The videos offer the first and only clues about what happened to Caitlan Coleman and Joshua Boyle after they lost touch with their families 20 months ago while traveling in a mountainous region near the capital, Kabul. U.S. law enforcement officials investigating the couple’s disappearance consider the videos authentic but say they hold limited investigative value since it’s not clear when or where they were made.
The video files, which were provided to the Associated Press, were e-mailed to Coleman’s father in July and September by an Afghan man who identified himself as having ties to the Taliban but who has been out of contact for several months. In one, a subdued Coleman — dressed in a conservative black garment that covers all but her face — appeals to “my president, Barack Obama” for help.
“I would ask that my family and my government do everything that they can to bring my husband, child and I to safety and freedom,” the 28-year-old says in the other recording, talking into a wobbly camera while seated beside her husband, whose beard is long and untrimmed.
Although Coleman mentions a child, no baby is shown in the videos. The families say they have no information about the name or gender of the child, who would be about 18 months old.

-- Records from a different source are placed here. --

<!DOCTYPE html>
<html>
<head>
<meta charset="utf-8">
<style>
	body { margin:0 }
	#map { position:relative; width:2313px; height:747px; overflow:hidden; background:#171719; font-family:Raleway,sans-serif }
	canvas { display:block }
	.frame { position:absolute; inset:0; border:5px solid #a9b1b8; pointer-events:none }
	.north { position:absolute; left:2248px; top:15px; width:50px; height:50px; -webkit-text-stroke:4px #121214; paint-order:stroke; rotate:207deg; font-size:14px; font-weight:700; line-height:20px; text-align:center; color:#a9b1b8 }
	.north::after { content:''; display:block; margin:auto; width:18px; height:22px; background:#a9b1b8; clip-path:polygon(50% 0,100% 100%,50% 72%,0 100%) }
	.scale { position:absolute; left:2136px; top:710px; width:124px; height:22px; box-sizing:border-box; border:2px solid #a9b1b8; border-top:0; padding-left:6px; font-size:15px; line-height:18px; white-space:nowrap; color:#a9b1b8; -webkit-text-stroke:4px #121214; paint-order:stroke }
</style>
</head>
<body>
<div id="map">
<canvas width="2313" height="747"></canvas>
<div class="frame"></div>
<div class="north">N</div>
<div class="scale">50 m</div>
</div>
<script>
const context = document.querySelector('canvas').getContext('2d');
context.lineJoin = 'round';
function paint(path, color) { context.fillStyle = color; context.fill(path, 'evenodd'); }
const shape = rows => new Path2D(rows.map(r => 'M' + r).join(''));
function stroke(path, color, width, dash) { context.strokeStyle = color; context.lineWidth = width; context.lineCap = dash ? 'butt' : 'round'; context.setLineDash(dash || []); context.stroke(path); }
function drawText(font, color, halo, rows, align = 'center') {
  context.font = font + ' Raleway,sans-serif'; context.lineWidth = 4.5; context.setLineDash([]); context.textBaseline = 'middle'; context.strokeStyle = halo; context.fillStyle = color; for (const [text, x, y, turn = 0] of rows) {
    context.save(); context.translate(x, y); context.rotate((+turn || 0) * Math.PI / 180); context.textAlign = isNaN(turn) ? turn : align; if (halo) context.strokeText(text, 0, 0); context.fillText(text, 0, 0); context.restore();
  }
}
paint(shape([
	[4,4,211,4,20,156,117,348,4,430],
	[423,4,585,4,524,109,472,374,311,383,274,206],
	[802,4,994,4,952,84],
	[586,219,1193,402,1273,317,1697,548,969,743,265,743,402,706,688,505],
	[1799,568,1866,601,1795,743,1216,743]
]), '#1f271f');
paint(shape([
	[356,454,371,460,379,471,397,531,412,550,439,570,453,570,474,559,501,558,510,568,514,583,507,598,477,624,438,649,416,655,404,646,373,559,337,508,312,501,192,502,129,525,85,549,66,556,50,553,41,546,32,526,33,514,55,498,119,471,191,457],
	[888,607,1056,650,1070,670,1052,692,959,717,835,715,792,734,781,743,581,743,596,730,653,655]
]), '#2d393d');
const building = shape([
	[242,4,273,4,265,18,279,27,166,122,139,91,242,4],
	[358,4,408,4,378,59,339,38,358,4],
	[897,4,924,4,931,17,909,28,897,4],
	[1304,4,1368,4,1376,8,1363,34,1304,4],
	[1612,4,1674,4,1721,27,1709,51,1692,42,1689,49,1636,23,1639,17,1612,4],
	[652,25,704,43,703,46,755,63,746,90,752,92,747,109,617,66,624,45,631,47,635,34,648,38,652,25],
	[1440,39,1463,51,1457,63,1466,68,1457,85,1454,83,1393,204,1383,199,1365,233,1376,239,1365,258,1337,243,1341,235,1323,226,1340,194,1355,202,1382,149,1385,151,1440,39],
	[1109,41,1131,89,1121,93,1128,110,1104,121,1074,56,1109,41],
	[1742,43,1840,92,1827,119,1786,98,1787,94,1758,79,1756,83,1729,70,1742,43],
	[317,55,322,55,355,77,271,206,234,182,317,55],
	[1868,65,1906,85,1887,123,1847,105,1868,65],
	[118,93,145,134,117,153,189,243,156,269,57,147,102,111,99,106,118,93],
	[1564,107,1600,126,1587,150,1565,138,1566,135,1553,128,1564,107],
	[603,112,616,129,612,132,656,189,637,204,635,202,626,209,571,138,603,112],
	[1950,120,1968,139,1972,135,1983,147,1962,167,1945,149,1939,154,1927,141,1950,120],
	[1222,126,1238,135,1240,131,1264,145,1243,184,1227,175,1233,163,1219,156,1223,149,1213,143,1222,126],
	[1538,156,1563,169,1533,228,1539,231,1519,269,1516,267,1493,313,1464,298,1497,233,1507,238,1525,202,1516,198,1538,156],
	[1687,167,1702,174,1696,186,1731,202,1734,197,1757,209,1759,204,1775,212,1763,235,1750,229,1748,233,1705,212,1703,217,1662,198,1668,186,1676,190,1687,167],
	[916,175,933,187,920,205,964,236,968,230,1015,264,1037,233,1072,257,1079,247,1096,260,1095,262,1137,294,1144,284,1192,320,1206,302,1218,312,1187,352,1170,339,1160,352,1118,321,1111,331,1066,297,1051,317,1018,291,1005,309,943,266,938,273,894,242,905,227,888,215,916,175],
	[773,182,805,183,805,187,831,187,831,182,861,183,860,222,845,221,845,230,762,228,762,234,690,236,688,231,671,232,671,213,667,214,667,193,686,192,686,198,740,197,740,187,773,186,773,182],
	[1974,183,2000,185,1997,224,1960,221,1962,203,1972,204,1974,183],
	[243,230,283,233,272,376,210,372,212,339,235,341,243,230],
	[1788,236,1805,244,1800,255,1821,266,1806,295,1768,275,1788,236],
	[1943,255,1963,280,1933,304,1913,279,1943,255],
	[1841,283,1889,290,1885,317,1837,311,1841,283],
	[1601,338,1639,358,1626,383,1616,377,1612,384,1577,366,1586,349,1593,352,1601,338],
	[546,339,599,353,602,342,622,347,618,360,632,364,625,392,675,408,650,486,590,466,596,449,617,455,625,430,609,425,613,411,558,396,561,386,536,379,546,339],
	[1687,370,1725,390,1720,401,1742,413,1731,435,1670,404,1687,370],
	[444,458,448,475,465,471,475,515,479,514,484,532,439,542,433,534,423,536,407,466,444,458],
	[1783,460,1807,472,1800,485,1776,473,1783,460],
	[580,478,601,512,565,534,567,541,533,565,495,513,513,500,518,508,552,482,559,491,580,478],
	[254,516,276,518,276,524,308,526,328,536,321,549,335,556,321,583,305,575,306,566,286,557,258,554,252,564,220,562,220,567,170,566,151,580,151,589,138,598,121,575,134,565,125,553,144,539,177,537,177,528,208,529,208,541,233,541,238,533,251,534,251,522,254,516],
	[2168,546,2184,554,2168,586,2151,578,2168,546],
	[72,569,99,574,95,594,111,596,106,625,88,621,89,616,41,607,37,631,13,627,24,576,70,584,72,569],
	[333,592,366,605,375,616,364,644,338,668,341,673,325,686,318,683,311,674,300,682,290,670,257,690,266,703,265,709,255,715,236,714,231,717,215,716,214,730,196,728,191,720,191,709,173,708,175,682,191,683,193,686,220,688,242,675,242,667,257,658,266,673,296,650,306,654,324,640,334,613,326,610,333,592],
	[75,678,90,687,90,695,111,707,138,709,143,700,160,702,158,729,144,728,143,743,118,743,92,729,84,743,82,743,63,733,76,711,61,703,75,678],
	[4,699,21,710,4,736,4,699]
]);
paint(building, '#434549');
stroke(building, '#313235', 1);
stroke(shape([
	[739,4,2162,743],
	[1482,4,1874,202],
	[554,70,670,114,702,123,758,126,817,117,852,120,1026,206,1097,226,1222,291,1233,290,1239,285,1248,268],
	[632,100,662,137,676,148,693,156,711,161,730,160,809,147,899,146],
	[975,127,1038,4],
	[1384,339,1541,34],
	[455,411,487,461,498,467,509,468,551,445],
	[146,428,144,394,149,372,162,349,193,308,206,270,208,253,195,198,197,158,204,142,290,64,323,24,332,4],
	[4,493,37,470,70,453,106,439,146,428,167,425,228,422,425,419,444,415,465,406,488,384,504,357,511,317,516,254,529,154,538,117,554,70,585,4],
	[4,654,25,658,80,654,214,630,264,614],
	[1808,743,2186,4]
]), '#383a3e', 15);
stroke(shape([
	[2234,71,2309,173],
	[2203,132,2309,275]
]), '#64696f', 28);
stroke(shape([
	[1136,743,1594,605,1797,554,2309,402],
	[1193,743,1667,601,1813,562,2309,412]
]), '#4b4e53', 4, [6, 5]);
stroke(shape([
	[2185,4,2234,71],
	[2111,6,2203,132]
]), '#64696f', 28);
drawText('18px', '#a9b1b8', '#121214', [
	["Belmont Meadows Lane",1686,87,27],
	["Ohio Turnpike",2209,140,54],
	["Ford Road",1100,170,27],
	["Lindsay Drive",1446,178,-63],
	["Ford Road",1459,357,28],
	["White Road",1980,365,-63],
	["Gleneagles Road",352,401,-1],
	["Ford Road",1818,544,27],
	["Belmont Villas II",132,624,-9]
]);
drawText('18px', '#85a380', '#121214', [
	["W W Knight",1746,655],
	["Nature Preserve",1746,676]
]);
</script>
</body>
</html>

The families decided to make the videos public now, in light of the publicity surrounding the weekend rescue of Army Sgt. Bowe Bergdahl, who was freed from Taliban custody in exchange for the release of five high-level Taliban suspects at Guantanamo Bay, Cuba. The families say they are disappointed that their children and grandchild were not freed as part of the same deal but are appealing for help from anyone who can give it, including the couple’s captors or the government.
“It would be no more appropriate to have our government turn their backs on their citizens than to turn their backs on those who serve,” Patrick Boyle, a Canadian judge and the father of Joshua Boyle, said in a telephone interview.
The families say their children, though without political or military ties to the government, are prisoners just as Bergdahl was and should be recognized as “innocent tourists” and not penalized further for venturing into dangerous territory.
Relatives describe the couple, who wed in 2011 after meeting online, as well-intentioned but naive adventure seekers.
The couple set off in summer 2012 for a journey that took them to Russia, the central Asian countries of Kazakhstan, Tajikistan and Kyrgyzstan, and then to Afghanistan.
With plans to return home in December ahead of Coleman’s due date, they checked in regularly via e-mail during their travels — expressing in their writings an awareness of the perils they faced.
The communication abruptly ended Oct. 8, 2012, after Boyle e-mailed from an Internet cafe in what he called an “unsafe” part of Afghanistan. The last withdrawals from the couple’s bank account were made Oct. 8 and 9 in Kabul. Two months later, an Afghan official told the Associated Press that the two had been abducted in Wardak, a rugged, mountainous Taliban haven.